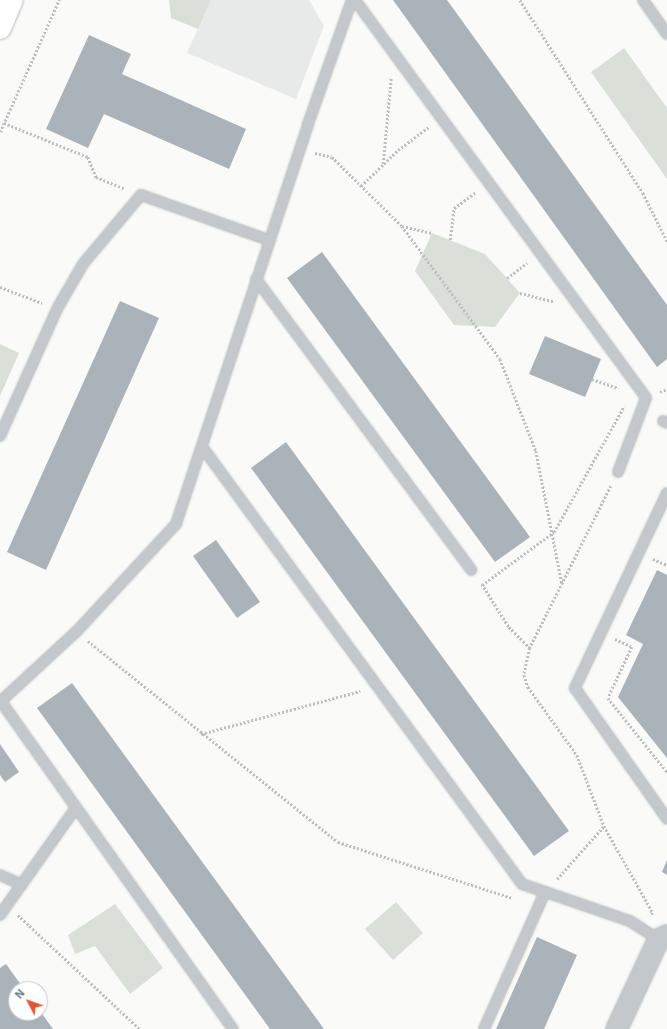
<!DOCTYPE html>
<html>
<head>
<meta charset="utf-8">
<style>
	body { margin:0 }
	#map { position:relative; width:667px; height:1029px; overflow:hidden; background:#fafaf8; font-family:"Exo 2",sans-serif }
	div>[style] { position:absolute }
	.built>* { inset:0; background:#e8e9e9 }
	.green>* { inset:0; background:#dadfd7 }
	.building>* { inset:0; background:#aab3b9 }
	.path>* { height:2.5px; margin-top:-1.25px; transform-origin:0; background:repeating-linear-gradient(90deg,#bbbfc2 0 2px,transparent 0 4px) }
	.roads { filter:drop-shadow(0 0 1px #b5babe) drop-shadow(0 0 1px #b5babe) }
	.service>* { height:10px; margin:-5px; padding:0 5px; transform-origin:5px; border-radius:5px; background:#c3c8cc }
	.minor>* { height:21px; margin:-10.5px; padding:0 10.5px; transform-origin:10.5px; border-radius:10.5px; background:#c3c8cc }
	.primary>* { height:22px; margin:-11px; padding:0 11px; transform-origin:11px; border-radius:11px; background:#fff }
	span { translate:-50% -50%; white-space:nowrap; text-align:center; line-height:1.15; -webkit-text-stroke:4px #fff; paint-order:stroke }
	.north { position:absolute; left:8px; top:981px; width:40px; height:40px; box-sizing:border-box; background:#fff; border:1px solid #c1c8cd; border-radius:50%; rotate:311deg; font-size:11px; font-weight:700; line-height:16px; text-align:center; color:#657683 }
	.north::after { content:''; display:block; margin:auto; width:14px; height:18px; background:#e4572e; clip-path:polygon(50% 0,100% 100%,50% 72%,0 100%) }
</style>
</head>
<body>
<div id="map">
	<div class="built">
		<i style="clip-path:polygon(211px 0,309px 0,324px 26px,296px 99px,187px 53px)"></i>
	</div>
	<div class="green">
		<i style="clip-path:polygon(169px 0,211px 0,198px 29px,171px 18px)"></i>
		<i style="clip-path:polygon(624px 48px,667px 108px,667px 179px,591px 72px)"></i>
		<i style="clip-path:polygon(432px 233px,485px 254px,520px 293px,495px 327px,454px 325px,415px 271px)"></i>
		<i style="clip-path:polygon(0 344px,19px 353px,0 396px)"></i>
		<i style="clip-path:polygon(396px 902px,423px 933px,393px 960px,365px 929px)"></i>
		<i style="clip-path:polygon(115px 904px,163px 968px,130px 994px,95px 946px,75px 954px,68px 935px)"></i>
	</div>
	<div class="building">
		<i style="clip-path:polygon(393px 0,447px 0,667px 305px,667px 359px,657px 367px)"></i>
		<i style="clip-path:polygon(89px 35px,131px 54px,122px 74px,246px 129px,229px 169px,104px 114px,88px 148px,46px 129px)"></i>
		<i style="clip-path:polygon(322px 252px,530px 537px,495px 562px,287px 278px)"></i>
		<i style="clip-path:polygon(120px 301px,159px 318px,46px 570px,7px 552px)"></i>
		<i style="clip-path:polygon(545px 336px,601px 359px,585px 397px,529px 374px)"></i>
		<i style="clip-path:polygon(286px 442px,569px 831px,534px 856px,251px 468px)"></i>
		<i style="clip-path:polygon(216px 540px,260px 602px,237px 618px,193px 556px)"></i>
		<i style="clip-path:polygon(657px 570px,667px 575px,667px 758px,618px 697px,643px 644px,626px 635px)"></i>
		<i style="clip-path:polygon(72px 683px,324px 1029px,270px 1029px,53px 730px,37px 708px)"></i>
		<i style="clip-path:polygon(0 744px,19px 772px,5px 782px,0 775px)"></i>
		<i style="clip-path:polygon(667px 860px,667px 875px,662px 872px)"></i>
		<i style="clip-path:polygon(537px 937px,577px 955px,544px 1029px,496px 1029px)"></i>
		<i style="clip-path:polygon(6px 964px,24px 989px,16px 989px,16px 1013px,40px 1011px,53px 1029px,0 1029px,0 968px)"></i>
	</div>
	<div class="path">
		<i style="left:520px;top:0;width:229px;rotate:57.5deg"></i>
		<i style="left:643px;top:193px;width:54px;rotate:63.4deg"></i>
		<i style="left:4px;top:123px;width:91px;rotate:22deg"></i>
		<i style="left:88px;top:157px;width:22px;rotate:68deg"></i>
		<i style="left:96px;top:177px;width:31px;rotate:22deg"></i>
		<i style="left:0;top:132px;width:145px;rotate:-65.9deg"></i>
		<i style="left:315px;top:153px;width:17px;rotate:13deg"></i>
		<i style="left:332px;top:157px;width:98px;rotate:44.6deg"></i>
		<i style="left:402px;top:226px;width:31px;rotate:13deg"></i>
		<i style="left:383px;top:164px;width:87px;rotate:-84.7deg"></i>
		<i style="left:361px;top:186px;width:52px;rotate:-44.2deg"></i>
		<i style="left:398px;top:150px;width:38px;rotate:-37deg"></i>
		<i style="left:402px;top:226px;width:165px;rotate:53.6deg"></i>
		<i style="left:500px;top:359px;width:99px;rotate:68.6deg"></i>
		<i style="left:536px;top:451px;width:136px;rotate:78.9deg"></i>
		<i style="left:450px;top:240px;width:32px;rotate:-83deg"></i>
		<i style="left:454px;top:208px;width:27px;rotate:-36deg"></i>
		<i style="left:507px;top:278px;width:25px;rotate:-37deg"></i>
		<i style="left:0;top:287px;width:45px;rotate:20.9deg"></i>
		<i style="left:520px;top:293px;width:36px;rotate:14deg"></i>
		<i style="left:592px;top:379px;width:28px;rotate:19deg"></i>
		<i style="left:660px;top:392px;width:8px;rotate:-23deg"></i>
		<i style="left:611px;top:486px;width:181px;rotate:116.6deg"></i>
		<i style="left:530px;top:648px;width:28px;rotate:103deg"></i>
		<i style="left:524px;top:675px;width:13px;rotate:72deg"></i>
		<i style="left:528px;top:687px;width:84px;rotate:54.2deg"></i>
		<i style="left:577px;top:755px;width:76px;rotate:69.2deg"></i>
		<i style="left:604px;top:826px;width:100px;rotate:60.6deg"></i>
		<i style="left:653px;top:913px;width:4px;rotate:124deg"></i>
		<i style="left:653px;top:559px;width:15px;rotate:23deg"></i>
		<i style="left:482px;top:584px;width:51px;rotate:57.9deg"></i>
		<i style="left:509px;top:627px;width:30px;rotate:45deg"></i>
		<i style="left:482px;top:585px;width:89px;rotate:-36.4deg"></i>
		<i style="left:554px;top:532px;width:144px;rotate:-60.9deg"></i>
		<i style="left:615px;top:639px;width:19px;rotate:25deg"></i>
		<i style="left:632px;top:647px;width:56px;rotate:115.2deg"></i>
		<i style="left:608px;top:698px;width:95px;rotate:51.4deg"></i>
		<i style="left:88px;top:641px;width:321px;rotate:38.8deg"></i>
		<i style="left:338px;top:842px;width:183px;rotate:17.8deg"></i>
		<i style="left:201px;top:734px;width:165px;rotate:-15.1deg"></i>
		<i style="left:557px;top:879px;width:71px;rotate:-48.4deg"></i>
		<i style="left:18px;top:915px;width:167px;rotate:43.1deg"></i>
	</div>
	<div class="roads">
		<div class="service">
			<i style="left:355px;top:0;width:493px;rotate:53.8deg"></i>
			<i style="left:646px;top:398px;width:79px;rotate:110.7deg"></i>
			<i style="left:643px;top:0;width:42px;rotate:54.8deg"></i>
			<i style="left:256px;top:279px;width:362px;rotate:53.5deg"></i>
			<i style="left:663px;top:421px;width:4px;rotate:27deg"></i>
			<i style="left:0;top:436px;width:139px;rotate:-65.8deg"></i>
			<i style="left:57px;top:309px;width:52px;rotate:-60deg"></i>
			<i style="left:83px;top:264px;width:90px;rotate:-50deg"></i>
			<i style="left:141px;top:195px;width:136px;rotate:19.4deg"></i>
			<i style="left:203px;top:448px;width:540px;rotate:53.81deg"></i>
			<i style="left:522px;top:884px;width:114px;rotate:18.9deg"></i>
			<i style="left:630px;top:921px;width:33px;rotate:33deg"></i>
			<i style="left:667px;top:493px;width:216px;rotate:115.3deg"></i>
			<i style="left:575px;top:688px;width:160px;rotate:54.9deg"></i>
			<i style="left:0;top:700px;width:403px;rotate:54.7deg"></i>
			<i style="left:0;top:702px;width:105px;rotate:-42.7deg"></i>
			<i style="left:77px;top:631px;width:146px;rotate:-47.2deg"></i>
			<i style="left:176px;top:524px;width:421px;rotate:-71.7deg"></i>
			<i style="left:308px;top:124px;width:132px;rotate:-70.5deg"></i>
			<i style="left:0;top:875px;width:24px;rotate:24deg"></i>
			<i style="left:0;top:915px;width:130px;rotate:-54.7deg"></i>
			<i style="left:484px;top:1029px;width:150px;rotate:-66deg"></i>
		</div>
		<div class="minor">
			<i style="left:616px;top:1029px;width:99px;rotate:-65deg"></i>
			<i style="left:658px;top:939px;width:10px;rotate:-24deg"></i>
		</div>
		<div class="primary">
			<i style="left:0;top:28px;width:30px;rotate:-67deg"></i>
		</div>
	</div>
	<div class="north">N</div>
</div>
</body>
</html>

------------------------------------------------

§ **Activity**: The answer should contain nothing but the lines from the top of the data above through the line containing "height:22px; margin:-11px; padding:0", copied exactly, with no images.

§ **Result of this exercise**:
<!DOCTYPE html>
<html>
<head>
<meta charset="utf-8">
<style>
	body { margin:0 }
	#map { position:relative; width:667px; height:1029px; overflow:hidden; background:#fafaf8; font-family:"Exo 2",sans-serif }
	div>[style] { position:absolute }
	.built>* { inset:0; background:#e8e9e9 }
	.green>* { inset:0; background:#dadfd7 }
	.building>* { inset:0; background:#aab3b9 }
	.path>* { height:2.5px; margin-top:-1.25px; transform-origin:0; background:repeating-linear-gradient(90deg,#bbbfc2 0 2px,transparent 0 4px) }
	.roads { filter:drop-shadow(0 0 1px #b5babe) drop-shadow(0 0 1px #b5babe) }
	.service>* { height:10px; margin:-5px; padding:0 5px; transform-origin:5px; border-radius:5px; background:#c3c8cc }
	.minor>* { height:21px; margin:-10.5px; padding:0 10.5px; transform-origin:10.5px; border-radius:10.5px; background:#c3c8cc }
	.primary>* { height:22px; margin:-11px; padding:0 11px; transform-origin:11px; border-radius:11px; background:#fff }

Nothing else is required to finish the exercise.